- **Task goal**
Determine how many lines below contain the word "sheet", then state only that figure.

- **Records to use**
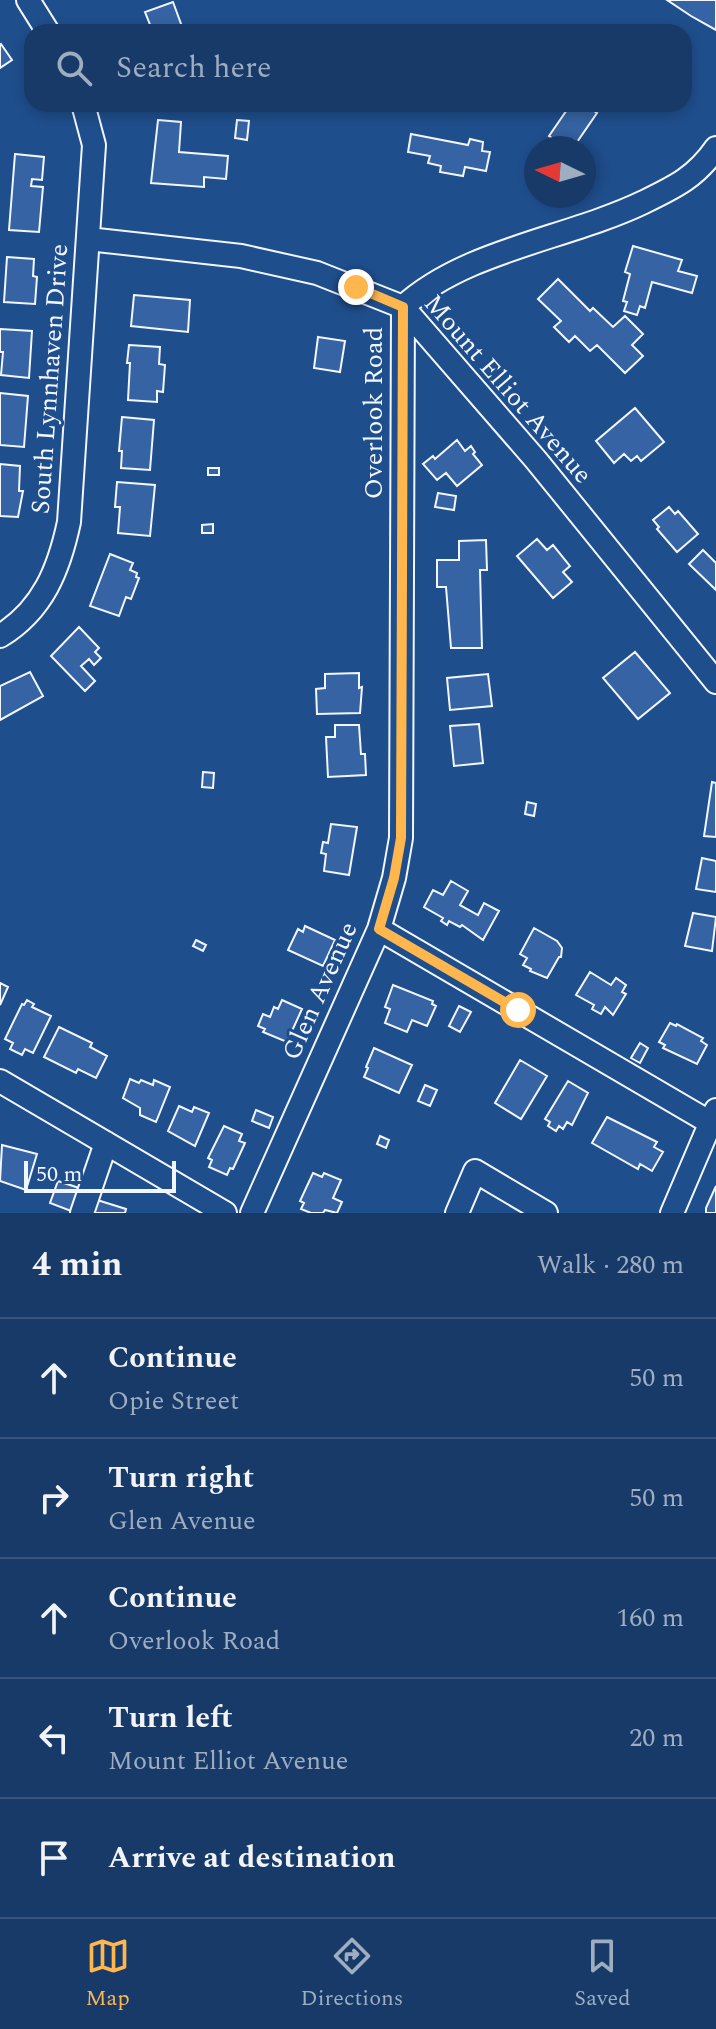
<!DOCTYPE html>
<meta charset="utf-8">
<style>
:root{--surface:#173a69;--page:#244571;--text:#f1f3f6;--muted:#9eadc0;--line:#36547d;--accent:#ffb74d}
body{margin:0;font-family:Spectral,serif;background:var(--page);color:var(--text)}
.compass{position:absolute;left:524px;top:136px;width:72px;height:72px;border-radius:50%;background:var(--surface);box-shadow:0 4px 12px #0003;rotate:275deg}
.scale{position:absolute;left:24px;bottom:20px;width:152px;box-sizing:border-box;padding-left:8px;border:4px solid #f2f6ff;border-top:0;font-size:22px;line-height:28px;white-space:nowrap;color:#f2f6ff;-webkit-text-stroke:6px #1f4e8c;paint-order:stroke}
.stop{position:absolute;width:24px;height:24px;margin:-18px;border:6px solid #ffb74d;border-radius:50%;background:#fff}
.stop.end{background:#ffb74d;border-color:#fff;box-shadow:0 2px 8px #0008}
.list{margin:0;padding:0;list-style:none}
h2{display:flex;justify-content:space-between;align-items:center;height:104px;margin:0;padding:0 32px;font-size:34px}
h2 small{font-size:26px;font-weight:400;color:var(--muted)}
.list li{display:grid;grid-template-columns:52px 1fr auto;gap:24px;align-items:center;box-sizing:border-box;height:120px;padding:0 32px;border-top:2px solid var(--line)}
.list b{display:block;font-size:30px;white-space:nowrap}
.list p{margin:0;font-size:26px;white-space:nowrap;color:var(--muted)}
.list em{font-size:26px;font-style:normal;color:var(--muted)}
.icon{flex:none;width:44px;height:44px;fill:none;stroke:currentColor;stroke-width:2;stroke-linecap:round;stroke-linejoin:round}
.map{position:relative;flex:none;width:716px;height:1213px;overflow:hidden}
.search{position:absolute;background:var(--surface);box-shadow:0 4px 12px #0003;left:24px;right:24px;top:24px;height:88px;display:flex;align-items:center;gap:20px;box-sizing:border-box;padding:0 28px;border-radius:24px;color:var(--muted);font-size:30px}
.sheet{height:704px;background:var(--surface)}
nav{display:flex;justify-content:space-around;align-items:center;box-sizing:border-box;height:112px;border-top:2px solid var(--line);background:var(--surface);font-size:22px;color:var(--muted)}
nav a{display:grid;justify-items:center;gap:4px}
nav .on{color:var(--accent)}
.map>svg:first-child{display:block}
</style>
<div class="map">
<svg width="716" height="1213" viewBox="0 0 716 1213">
<rect width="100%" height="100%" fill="#1f4e8c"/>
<path fill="#3563a3" stroke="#f2f6ff" stroke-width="2" d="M667 0H716V30L691 16Z
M173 2 184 32H153L145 12Z
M1 44 12 60 0 68V45Z
M571 104H583L597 113 577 142 574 140 569 148H566L549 136Z
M158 120 181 122 179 152 228 156 226 179 204 177V187L151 183Z
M237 120 249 121 247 140 235 138Z
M411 134 468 145 470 139 483 142 482 151 490 152 486 171 465 167 463 176 440 172 441 166 428 163 430 156 408 152Z
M15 154 44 157 42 180 32 179 31 186 43 187 39 232 9 230Z
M633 246 682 260 678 271 697 276 692 293 652 282 645 308 640 306 637 315 624 311 627 302 623 301 630 274 625 272Z
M7 257 34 259 33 276 37 277 35 304 4 302Z
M558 279 590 311 593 308 613 327 625 316 643 334 632 345 643 356 625 373 597 345 590 351 575 336 569 342 554 327 561 321 538 299Z
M134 295 190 300 188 332 131 326Z
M0 329 32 331 29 378 1 375 3 352H0Z
M318 337 345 341 340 372 314 368Z
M129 345 160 347 159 364 165 365 163 392 157 391V402L128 400 130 363H127Z
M0 393 28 396 24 447 0 445Z
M635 408 664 442 641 461 637 456 631 461 624 454 614 463 596 441Z
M122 417 154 420 150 470 121 468 122 451H119Z
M457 440 465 451 471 446 475 452 473 454 482 465 457 486 446 473 437 480 423 464 433 456 435 459Z
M0 464 20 466 19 491H23L18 517 0 516Z
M208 468H219V475H208Z
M117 482 155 485 150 536 118 533 120 507H115Z
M438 493 456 496 454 510 435 507Z
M669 507 675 514 678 511 698 534 677 552 657 529 659 527 653 520Z
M213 524V533H202V525Z
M537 539 547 550 553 545 570 566 563 572 572 582 553 598 517 556Z
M486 540 487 570H480L482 648H451L446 587H437V560H459V541Z
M703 550 716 563V590L689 564Z
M110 554 133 563 130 570 137 573 136 577 139 578 131 599 126 597 119 616 90 606Z
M79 627 99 648 95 652 101 658 94 665 89 659 81 666 95 681 85 691 51 656Z
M635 652 670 693 638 719 603 678Z
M30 672 43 696 0 720V686Z
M359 673V688L362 687 360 713 317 714 316 689 325 688V674Z
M488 674 492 706 450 710 447 678Z
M479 724 483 763 454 766 450 726Z
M335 725H359L361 754H365L366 775 328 777 326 737H335Z
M203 772 214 773 213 788 202 787Z
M712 782 716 783V837L704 836Z
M527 802 536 804 534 816 525 814Z
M331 824 357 827 349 875 324 871 326 854 321 853 323 842 328 843Z
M702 858 716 861V892L696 889Z
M451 881 468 891 460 905 478 915 484 903 499 911 483 940 462 925 460 927 449 921 447 925 441 921 443 918 424 907 433 890 443 895Z
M693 913 716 917 712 951 685 946Z
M305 926 335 940 323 966 288 950 298 929 303 932Z
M534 928 557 941 562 948 561 957H559L547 978 530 971 531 969 523 965 527 958 520 954Z
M196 940 206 945 203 951 193 946Z
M590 972 611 985 616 978 626 985 622 992 626 994 613 1015 605 1007 601 1014 592 1009 594 1005 576 995Z
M0 983 8 987 0 1005Z
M393 985 433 1001 432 1004 436 1006 427 1026 412 1020 407 1032 385 1023 390 1009 385 1007Z
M27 1000 34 1004 32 1007 51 1016 33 1053 25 1049 22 1055 10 1049 13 1043 5 1039 22 1004 24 1005Z
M282 1000 302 1009 287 1042 263 1032 265 1029 258 1026 263 1014 270 1017 274 1007 278 1009Z
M459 1006 471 1012 460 1032 449 1026Z
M670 1023 676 1026 677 1024 703 1038 701 1041 707 1045 697 1064 663 1048 665 1045 659 1042Z
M59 1027 92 1043 90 1047 107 1056 96 1078 78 1069 76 1073 44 1057Z
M640 1043 648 1048 640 1063 631 1058Z
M374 1048 412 1065 399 1093 364 1077 368 1068 366 1067Z
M520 1060 547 1076 521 1119 495 1103Z
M130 1079 139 1083 141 1080 153 1085 154 1080 170 1087 156 1122 140 1115V1108L123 1098Z
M568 1081 588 1093 572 1125 567 1122 563 1129 559 1126 556 1131 548 1126 550 1122 545 1119Z
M425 1085 437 1090 430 1106 418 1101Z
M179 1106 192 1112 194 1107 209 1113 195 1146 168 1131Z
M256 1110 273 1117 269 1128 252 1121Z
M607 1117 657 1142 654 1147 663 1152 652 1171 640 1164 638 1169 592 1143Z
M224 1126 242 1134 239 1141 245 1143 233 1169 230 1168 227 1175 209 1167 212 1160 208 1158Z
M380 1136 389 1140 386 1148 377 1144Z
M2 1145 37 1154 26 1190 0 1181Z
M313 1173 322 1177 324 1173 341 1180 333 1198 342 1202 337 1213 325 1210 323 1213H311L301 1209 304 1203 300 1201Z
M58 1181 79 1188 71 1211 50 1203Z
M716 1186V1213H706V1208Z
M94 1199 126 1209 125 1213H92Z"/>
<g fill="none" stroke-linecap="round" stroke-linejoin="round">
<defs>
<path id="minor" d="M28 0 48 32
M88 239 241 256 317 273 403 307 536 460 716 682
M0 636C43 610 59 569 69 522L94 145 83 104
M379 929 716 1126
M0 1081 225 1213
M82 1213 106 1143
M252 1213 379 929 394 878 401 838 403 307C465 250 567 239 644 202 675 187 696 177 716 148
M457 1213 475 1171 546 1213
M672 1213 716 1110"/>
</defs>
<use href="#minor" stroke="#f2f6ff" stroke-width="26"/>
<use href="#minor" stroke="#1f4e8c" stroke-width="22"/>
</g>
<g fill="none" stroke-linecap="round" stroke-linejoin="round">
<path stroke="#ffb74d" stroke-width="10" d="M356 287 403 307 401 838 394 878 379 929 518 1010"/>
</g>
<g text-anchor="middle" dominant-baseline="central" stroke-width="6" stroke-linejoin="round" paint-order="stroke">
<g font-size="26" fill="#f2f6ff" stroke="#1f4e8c">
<text transform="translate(50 379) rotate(-86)">South Lynnhaven Drive</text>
<text transform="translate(508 389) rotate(49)">Mount Elliot Avenue</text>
<text transform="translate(374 413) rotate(-90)">Overlook Road</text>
<text transform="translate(320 991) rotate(-66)">Glen Avenue</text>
</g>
</g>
</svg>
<svg class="compass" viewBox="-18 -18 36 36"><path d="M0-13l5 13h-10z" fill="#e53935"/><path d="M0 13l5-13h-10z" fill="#9eadc0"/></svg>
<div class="scale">50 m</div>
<div class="stop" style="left:518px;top:1010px"></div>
<div class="stop end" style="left:356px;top:287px"></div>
<div class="search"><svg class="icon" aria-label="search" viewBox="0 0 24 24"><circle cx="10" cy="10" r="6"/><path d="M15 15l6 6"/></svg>Search here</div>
</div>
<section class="sheet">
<h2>4 min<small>Walk · 280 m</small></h2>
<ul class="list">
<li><svg class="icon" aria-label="ahead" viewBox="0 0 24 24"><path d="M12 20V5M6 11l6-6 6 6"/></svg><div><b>Continue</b><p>Opie Street</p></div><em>50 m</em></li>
<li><svg class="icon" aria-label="right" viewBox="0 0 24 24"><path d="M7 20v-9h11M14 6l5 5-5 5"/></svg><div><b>Turn right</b><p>Glen Avenue</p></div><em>50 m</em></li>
<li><svg class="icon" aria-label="ahead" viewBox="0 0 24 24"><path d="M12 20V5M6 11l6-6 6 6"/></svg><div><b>Continue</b><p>Overlook Road</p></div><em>160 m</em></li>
<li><svg class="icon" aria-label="left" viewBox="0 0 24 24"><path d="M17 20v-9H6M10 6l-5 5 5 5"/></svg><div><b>Turn left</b><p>Mount Elliot Avenue</p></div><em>20 m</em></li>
<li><svg class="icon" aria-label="arrive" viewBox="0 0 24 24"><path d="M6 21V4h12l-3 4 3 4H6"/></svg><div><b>Arrive at destination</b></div></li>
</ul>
</section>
<nav>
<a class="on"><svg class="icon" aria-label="map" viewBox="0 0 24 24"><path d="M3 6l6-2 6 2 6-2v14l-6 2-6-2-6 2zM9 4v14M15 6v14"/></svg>Map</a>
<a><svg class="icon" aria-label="directions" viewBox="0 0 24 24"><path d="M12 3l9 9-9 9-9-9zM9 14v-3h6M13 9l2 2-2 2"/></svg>Directions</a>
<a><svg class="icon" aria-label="saved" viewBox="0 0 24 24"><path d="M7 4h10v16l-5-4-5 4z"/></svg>Saved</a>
</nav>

- **Task output**
2